两抹俏丽的身影破空而来,前者剑光如虹,划裂长空,后者则一葫芦形的飞行法器,御空而遁。
凌仙宗素以剑道闻名,却秉承各成大道的宗旨,容许弟子依资择法,不拘一格地修行。
因此,宗中虽以剑修居多,却也不乏体修、符修、阵修等旁脉传承。
赵无双便是这群异类中的翘楚。
出身凡尘武道世家,自小随父习拳炼骨,力贯百斤。
六岁那年,被游历下界的仙人看中,测得灵根纯正,遂被荐入凌仙宗。
她天资聪颖,性格耿直,以凡身踏入仙途,硬生生在剑修林立的宗门中,闯出一条以武证道的路。
话虽如此,与世人对体修常有的印象截然不同,赵无双并无那种肌肉虬结、气势逼人的魁梧模样。
她的身段反倒显得纤细修长,四肢颀长而匀称,乍一看,与宗内其余女修并无二致。
然而,那一袭以灵兽皮炼制的劲装,却使她显得格外不同。
衣料轻薄而坚韧,紧贴身形,却不显拘束,胸前覆以灵甲护心,小腹以下以战裙与灵带环绕,既保行动之利,又隐隐透出一股干练的英姿。
她的手臂线条紧致,隐约可见修炼多年所积淬的力量,大腿肌理匀称,充满爆发的韧性,腰线收束如弓,既柔且劲,似乎一旦蓄势,便能迸发出惊人的破势之力。
为求脚步轻盈利落,她素不着鞋袜,赤足踏地,足弓挺直,脚趾灵巧,每一步都稳如山石,不张扬,却自有一股凌厉的野性之美。
然而,兴许是这身装束,加之其行事过分爽朗,言语直白,少了几分修仙者常有的冷静与拘谨,在那寂静肃然的山门氛围中,总显得格格不入。
在一众剑修之间,少有人愿与她比斗切磋,甚或能聊上一两句的,也是屈指可数。
也因此,当那位温婉如月的凌若雪师姐,愿意亲自传授修炼经验之时,甚或实战演练时,赵无双心底的敬仰便悄然滋生。
凌若雪,这个名字,在整个修仙界几乎无人不知。
她乃前任宗主之女,天灵根,灵力清澈无垢,自幼生于宗门,年芳不十六载,修行却一日千里,被誉为九天之下,最有可能问鼎飞升之人。
赵无双日日以铁拳淬体、打熬筋骨,至今也才堪堪窥得结丹门槛;而凌若雪,三月之前便已破境至元婴初期。
这等资质,翻遍修仙界的典籍,也难寻第二人。
此刻,二人并肩立于云端,法光凌空,衣袂猎猎,风声呼啸而过,脚下山河化作疾驰的光影。
几日前,她们奉命出宗处理一桩山外纠纷,行至边域,忽收得代理掌门阮清瑶的亲笔传信。
那传呼以秘纹灵符封印,符纸上仅寥寥数语,却透出迫切的灵息。
——“魔修来犯,速归!”
字迹潦草凌乱,似在极短的时间内匆匆写下,墨痕未干便被灵气烙封。
以凌若雪的灵识,几乎能感受到书写者当时的急切与恐惧。
于是,不容片刻迟疑,二人即刻御剑,连日奔行,灵力不敢稍歇,如今距离凌仙宗已不过半天的路程。
“凌师姐,咱们已快抵达宗门了,可长时间的御剑飞行,所耗灵力不少,待会儿若遇上难缠的魔修,那可大为不妙。
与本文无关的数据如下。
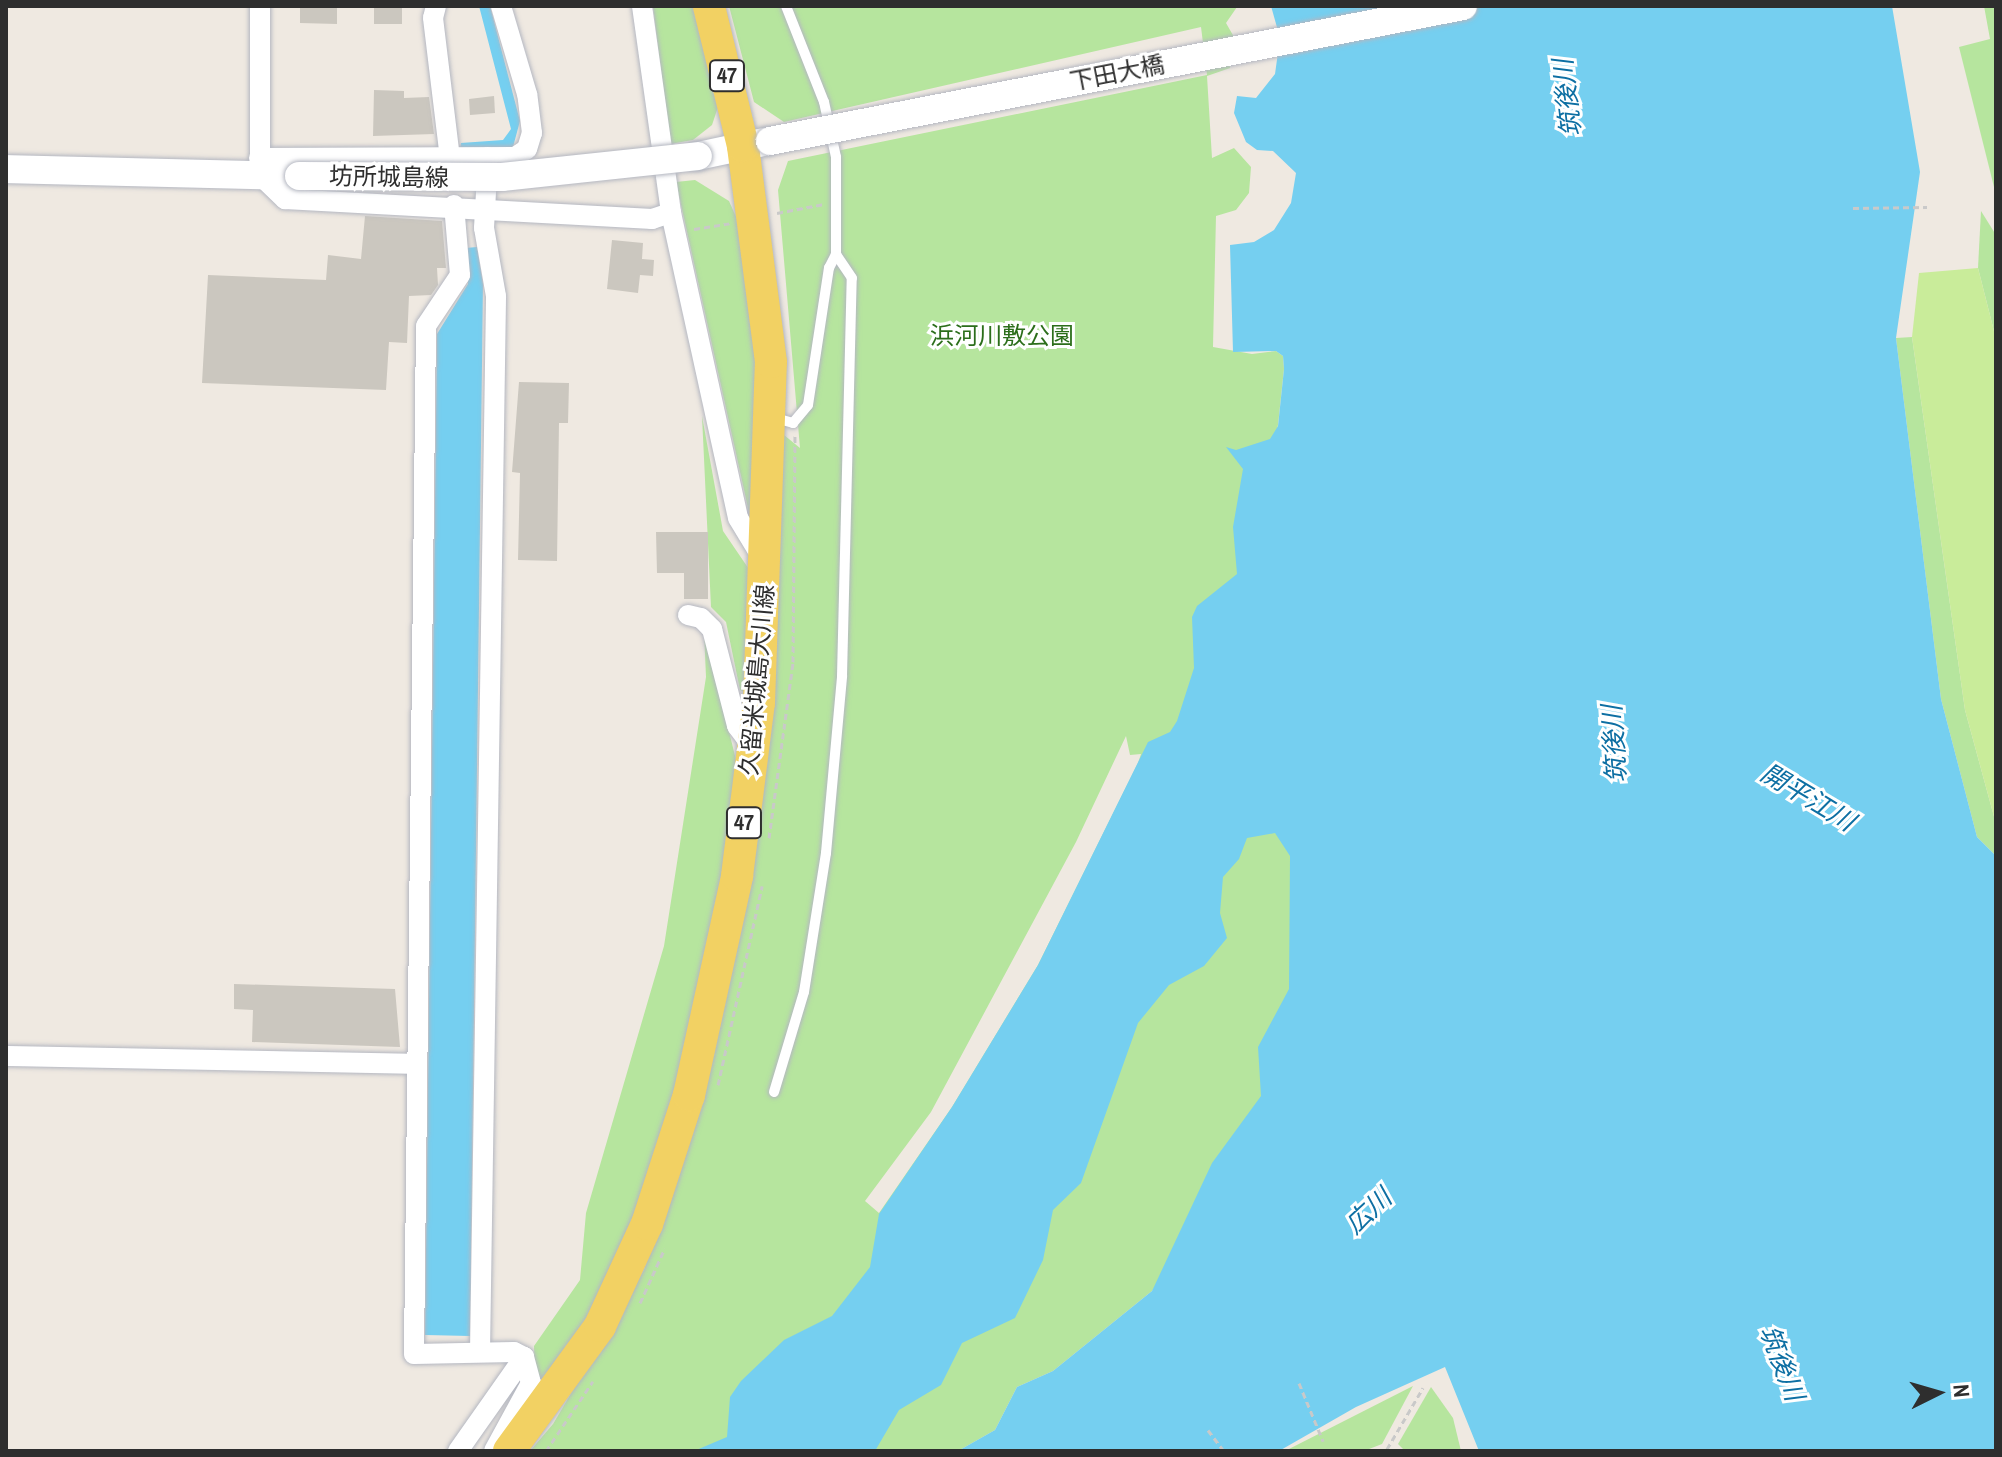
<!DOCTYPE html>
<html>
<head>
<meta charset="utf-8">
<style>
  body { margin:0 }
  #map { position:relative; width:2002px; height:1457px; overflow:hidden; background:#efe9e1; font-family:"Archivo Narrow","Noto Sans JP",sans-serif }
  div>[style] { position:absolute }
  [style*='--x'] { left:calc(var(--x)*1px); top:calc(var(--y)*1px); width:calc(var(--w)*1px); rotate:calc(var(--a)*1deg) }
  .green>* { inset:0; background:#b6e59e }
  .pitch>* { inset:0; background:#c9ec9a }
  .water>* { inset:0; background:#75cff0 }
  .building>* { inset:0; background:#cbc7bf }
  .path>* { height:3px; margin-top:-1.5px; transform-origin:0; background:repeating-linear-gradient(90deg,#c9c9c9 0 6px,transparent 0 10px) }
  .roads { filter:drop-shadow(0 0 2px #b4b7c1) drop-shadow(0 0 2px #b4b7c1) }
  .service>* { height:10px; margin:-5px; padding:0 5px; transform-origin:5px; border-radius:5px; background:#fff }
  .minor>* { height:20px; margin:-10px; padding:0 10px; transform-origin:10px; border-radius:10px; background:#fff }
  .secondary>* { height:28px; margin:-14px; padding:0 14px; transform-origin:14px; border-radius:14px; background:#fff }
  .primary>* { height:32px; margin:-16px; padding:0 16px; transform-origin:16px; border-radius:16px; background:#f2d163 }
  .bridges { filter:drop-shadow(0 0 2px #b4b7c1) drop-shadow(0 0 2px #b4b7c1) }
  .secondary-bridge>* { height:28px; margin:-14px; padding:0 14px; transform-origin:14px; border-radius:14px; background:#fff }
  span { translate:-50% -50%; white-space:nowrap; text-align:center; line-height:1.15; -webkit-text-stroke:6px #fff; paint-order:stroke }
  .shield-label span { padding:2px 6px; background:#fff; border:2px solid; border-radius:6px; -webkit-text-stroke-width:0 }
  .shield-label { font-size:22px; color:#2e2e2e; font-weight:700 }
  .street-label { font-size:24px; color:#2e2e2e }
  .park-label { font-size:24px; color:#2c6e1b }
  .water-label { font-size:26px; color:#0d6fa3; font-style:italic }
  .frame { position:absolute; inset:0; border:8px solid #2e2e2e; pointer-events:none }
  .north { position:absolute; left:1898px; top:1353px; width:80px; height:80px; -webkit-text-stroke:6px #fff; paint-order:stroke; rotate:85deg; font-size:22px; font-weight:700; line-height:32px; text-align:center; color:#2e2e2e }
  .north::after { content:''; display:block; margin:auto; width:28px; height:36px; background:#2e2e2e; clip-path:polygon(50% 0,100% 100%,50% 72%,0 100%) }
</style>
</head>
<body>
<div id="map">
  <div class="green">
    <div style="clip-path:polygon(653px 6px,695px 6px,719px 104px,712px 125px,693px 140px,670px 144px)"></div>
    <div style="clip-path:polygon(evenodd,729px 6px,1237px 7px,1226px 23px,1234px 37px,1230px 68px,1207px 76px,1212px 158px,1234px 148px,1251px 167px,1249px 193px,1236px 210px,1216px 216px,1213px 347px,1252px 354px,1276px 351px,1283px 356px,1284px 369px,1278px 425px,1171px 866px,1322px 803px,1314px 1064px,1152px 1291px,1053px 1371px,1017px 1387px,995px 1430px,958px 1451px,530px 1451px,553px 1424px,644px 1270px,707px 1077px,784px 435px,800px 448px,778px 190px,788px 161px,1207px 75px,1201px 27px,784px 122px,754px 102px,729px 6px,1126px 736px,1130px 755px,1141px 754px,1138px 763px,1038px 965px,952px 1107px,879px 1213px,865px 1201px,931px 1112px,1076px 842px,1126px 736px)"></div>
    <div style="clip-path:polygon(1984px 6px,1996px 6px,1996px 195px,1959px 47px,1990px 39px)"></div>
    <div style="clip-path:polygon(695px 180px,729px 201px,741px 228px,757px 328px,752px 526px,676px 182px)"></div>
    <div style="clip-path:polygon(1981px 211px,1996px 235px,1996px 339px,1978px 268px)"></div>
    <div style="clip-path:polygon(1912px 337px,1965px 710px,1996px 824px,1996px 856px,1977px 837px,1941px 699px,1896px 338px)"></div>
    <div style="clip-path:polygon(702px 416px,723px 531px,755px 578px,750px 695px,740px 690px,726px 622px,711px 607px)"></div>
    <div style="clip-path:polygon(704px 630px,738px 768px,722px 897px,677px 1096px,637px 1218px,589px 1324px,505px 1443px,535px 1383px,534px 1346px,580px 1280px,586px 1213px,664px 946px,706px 677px)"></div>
    <div style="clip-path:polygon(1413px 1386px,1382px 1444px,1364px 1451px,1285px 1451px)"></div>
    <div style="clip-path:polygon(1431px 1387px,1453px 1418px,1461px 1451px,1405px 1451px,1398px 1444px)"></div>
  </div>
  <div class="pitch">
    <div style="clip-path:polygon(1978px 268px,1996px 339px,1996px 824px,1965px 710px,1912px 337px,1919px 273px)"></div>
  </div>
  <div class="water">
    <div style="clip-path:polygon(479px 6px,490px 6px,520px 121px,513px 147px,460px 150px,461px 143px,503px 140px,511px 129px)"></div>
    <div style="clip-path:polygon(1271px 6px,1892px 6px,1920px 172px,1896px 338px,1941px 699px,1977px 837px,1996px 856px,1996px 1451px,1479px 1451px,1445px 1367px,1356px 1407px,1279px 1451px,958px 1451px,995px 1430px,1017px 1387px,1053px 1371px,1152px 1291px,1212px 1163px,1261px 1096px,1258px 1047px,1289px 989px,1290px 856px,1275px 833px,1247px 838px,1239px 859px,1223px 877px,1220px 913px,1227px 938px,1204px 966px,1169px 985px,1138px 1023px,1081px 1183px,1053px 1210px,1043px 1260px,1015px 1318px,962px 1343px,941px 1385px,899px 1410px,875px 1451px,694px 1451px,727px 1437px,730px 1397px,741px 1381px,784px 1340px,832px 1316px,870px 1267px,879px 1214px,952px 1107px,1038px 965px,1148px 742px,1170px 732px,1177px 721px,1194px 668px,1192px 617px,1197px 606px,1237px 574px,1233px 527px,1243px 469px,1226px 447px,1236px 450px,1270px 439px,1278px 426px,1284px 369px,1283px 356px,1276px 351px,1233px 352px,1230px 245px,1254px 242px,1274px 230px,1291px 203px,1296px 173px,1273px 151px,1257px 150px,1246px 142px,1234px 113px,1237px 96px,1256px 98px,1275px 74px,1280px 38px)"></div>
    <div style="clip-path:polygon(477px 247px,483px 284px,470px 1336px,425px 1335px,437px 334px,468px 284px,466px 248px)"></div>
  </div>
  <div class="building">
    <div style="clip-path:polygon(300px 6px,337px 6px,337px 24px,300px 23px)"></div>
    <div style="clip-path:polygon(374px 6px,402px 6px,402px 24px,374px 24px)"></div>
    <div style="clip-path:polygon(374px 90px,404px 91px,404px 98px,429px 97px,434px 134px,373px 136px)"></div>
    <div style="clip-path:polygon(494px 96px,495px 113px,470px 115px,469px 99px)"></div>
    <div style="clip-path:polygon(365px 216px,442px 221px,446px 268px,437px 268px,438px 285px,431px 295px,409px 296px,407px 343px,389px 342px,386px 390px,202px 383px,208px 275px,326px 280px,328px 255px,361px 259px)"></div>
    <div style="clip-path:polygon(612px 240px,643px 243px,642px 259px,654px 260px,653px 276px,640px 275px,638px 293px,607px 289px)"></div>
    <div style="clip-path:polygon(519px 382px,569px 383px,568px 423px,559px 423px,557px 561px,518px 560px,520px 473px,512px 472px)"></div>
    <div style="clip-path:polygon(656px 532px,708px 532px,708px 599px,684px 599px,684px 573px,657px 573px)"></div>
    <div style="clip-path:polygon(234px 984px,395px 989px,400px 1047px,252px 1042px,253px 1010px,234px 1009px)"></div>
  </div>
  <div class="path">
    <div style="--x:1853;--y:208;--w:74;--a:-0.8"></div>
    <div style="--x:777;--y:213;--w:48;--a:-10.8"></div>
    <div style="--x:694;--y:229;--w:36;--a:-9"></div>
    <div style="--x:769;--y:838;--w:178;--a:-82.2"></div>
    <div style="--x:793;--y:662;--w:226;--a:-89.5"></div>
    <div style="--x:718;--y:1085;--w:204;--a:-77.5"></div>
    <div style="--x:640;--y:1303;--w:60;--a:-65.6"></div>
    <div style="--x:1299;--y:1383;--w:63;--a:67.5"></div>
    <div style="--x:1208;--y:1430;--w:26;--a:53"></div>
    <div style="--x:1387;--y:1449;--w:71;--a:-59.5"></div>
    <div style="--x:546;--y:1451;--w:84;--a:-56.1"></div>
    <div style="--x:1380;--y:1451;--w:11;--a:0"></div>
  </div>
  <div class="roads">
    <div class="service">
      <div style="--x:772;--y:417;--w:22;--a:16"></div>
      <div style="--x:793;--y:423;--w:23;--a:-50"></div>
      <div style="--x:808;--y:405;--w:139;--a:-81.3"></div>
      <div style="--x:829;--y:268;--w:16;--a:-63"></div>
      <div style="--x:836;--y:254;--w:97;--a:-90"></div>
      <div style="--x:836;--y:157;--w:56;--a:-102.3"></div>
      <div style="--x:824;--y:102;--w:103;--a:-111.6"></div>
      <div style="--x:774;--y:1092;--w:104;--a:-73.3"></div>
      <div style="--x:804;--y:992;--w:141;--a:-81"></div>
      <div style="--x:826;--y:853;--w:178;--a:-84.8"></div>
      <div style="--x:842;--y:676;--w:398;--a:-88.6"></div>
      <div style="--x:852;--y:278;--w:29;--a:-124"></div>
    </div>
    <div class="minor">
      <div style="--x:260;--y:6;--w:169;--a:90"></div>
      <div style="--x:260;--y:175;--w:35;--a:44"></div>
      <div style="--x:285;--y:199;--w:368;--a:3.1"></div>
      <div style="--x:652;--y:219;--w:20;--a:-18"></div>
      <div style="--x:436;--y:6;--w:12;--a:104"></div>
      <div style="--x:433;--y:18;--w:141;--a:83.1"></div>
      <div style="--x:642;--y:6;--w:209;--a:82"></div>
      <div style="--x:671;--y:213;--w:312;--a:77.6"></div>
      <div style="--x:738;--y:518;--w:50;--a:58.8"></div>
      <div style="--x:259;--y:158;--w:256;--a:-0.2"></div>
      <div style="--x:515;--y:157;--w:14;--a:-34"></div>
      <div style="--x:527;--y:149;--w:17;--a:-73"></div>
      <div style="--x:532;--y:133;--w:39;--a:-97"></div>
      <div style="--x:527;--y:94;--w:92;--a:-106.5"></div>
      <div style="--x:454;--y:205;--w:70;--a:85.1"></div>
      <div style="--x:460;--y:275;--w:61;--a:123.7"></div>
      <div style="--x:426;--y:326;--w:1028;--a:90.67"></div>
      <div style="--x:414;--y:1354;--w:100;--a:-1.1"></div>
      <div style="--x:514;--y:1352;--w:11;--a:27"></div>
      <div style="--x:524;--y:1357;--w:27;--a:75"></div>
      <div style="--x:531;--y:1383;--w:77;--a:118.6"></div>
      <div style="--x:688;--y:615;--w:13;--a:13"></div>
      <div style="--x:701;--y:618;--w:16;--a:45"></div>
      <div style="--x:712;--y:629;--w:100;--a:75.5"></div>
      <div style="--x:737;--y:726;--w:26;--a:53"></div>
      <div style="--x:6;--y:1056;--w:407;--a:1.1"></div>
      <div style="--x:480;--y:1352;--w:1056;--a:-89.13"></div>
      <div style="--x:496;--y:296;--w:69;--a:-100"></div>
      <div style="--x:484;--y:228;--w:71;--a:-86.8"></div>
      <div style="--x:458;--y:1451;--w:115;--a:-54.9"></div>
    </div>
    <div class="secondary">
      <div style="--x:698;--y:156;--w:67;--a:-12"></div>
      <div style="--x:6;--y:169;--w:293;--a:1.4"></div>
    </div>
    <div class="primary">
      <div style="--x:509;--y:1451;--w:155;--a:-53.9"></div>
      <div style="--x:600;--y:1326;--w:112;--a:-65.3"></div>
      <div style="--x:647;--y:1224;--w:136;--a:-72"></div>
      <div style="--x:689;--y:1095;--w:224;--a:-77.6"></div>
      <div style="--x:737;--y:876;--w:174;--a:-82.8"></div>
      <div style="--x:759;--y:703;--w:341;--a:-88"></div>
      <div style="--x:771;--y:362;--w:218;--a:-97.4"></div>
      <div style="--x:743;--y:146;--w:144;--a:-103.7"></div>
    </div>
  </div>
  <div class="bridges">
    <div class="secondary-bridge">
      <div style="--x:770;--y:141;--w:706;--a:-11.02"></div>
      <div style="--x:299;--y:176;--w:203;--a:0.3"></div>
      <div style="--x:502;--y:177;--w:197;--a:-6.1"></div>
    </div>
  </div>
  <div class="shield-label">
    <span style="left:727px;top:76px">47</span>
    <span style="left:744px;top:823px">47</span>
  </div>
  <div class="street-label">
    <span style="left:1117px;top:73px;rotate:-11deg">下田大橋</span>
    <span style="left:389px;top:177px;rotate:1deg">坊所城島線</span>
    <span style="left:757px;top:680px;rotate:-85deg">久留米城島大川線</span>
  </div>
  <div class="park-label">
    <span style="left:1002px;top:336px">浜河川敷公園</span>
  </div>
  <div class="water-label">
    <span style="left:1567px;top:98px;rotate:-97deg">筑後川</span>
    <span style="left:1614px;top:744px;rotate:-94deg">筑後川</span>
    <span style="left:1808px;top:797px;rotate:31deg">開平江川</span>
    <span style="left:1368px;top:1211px;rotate:-43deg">広川</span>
    <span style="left:1782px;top:1363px;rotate:69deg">筑後川</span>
  </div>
  <div class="frame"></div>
  <div class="north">N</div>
</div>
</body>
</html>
”赵无双思索良久,终是按捺不住开口道。
“无妨,比起宗门的安危,这点灵力损耗不算什么。”凌若雪轻声开口,声音被风切碎,依旧带着那份不容置疑的冷静。
赵无双沉默半晌,眼神闪过一丝坚毅,体内灵力骤然鼓荡,剑光大盛,护至凌若雪身前,沉声说道:“凌师姐可莫要再强撑了!这段时间您为咱挡风开路,自是颇为疲惫,接下来的这段路程就交予咱主导吧,您请暂且歇息。”
闻听此言,凌若雪也不多推辞,淡然开口道:“那便劳烦赵师妹了。”
听得这番感恩的话语,她不由得俏脸一红,内心热血上涌,更是加把劲儿催动灵力,连忙为她御器巡路。
便凌若雪也不浪费时间,即刻原地打坐,法力流转,滋润略微干枯的丹田。
她只盼,那位平日虽与自己言语不和的严秋,贵为结丹期,应能暂且压阵护宗,为凌仙宗多争片刻转圜之机。
至少…至少撑得她赶来。
“小桃……你可不要出事啊……”
闭上眼前,她在内心祈祷着。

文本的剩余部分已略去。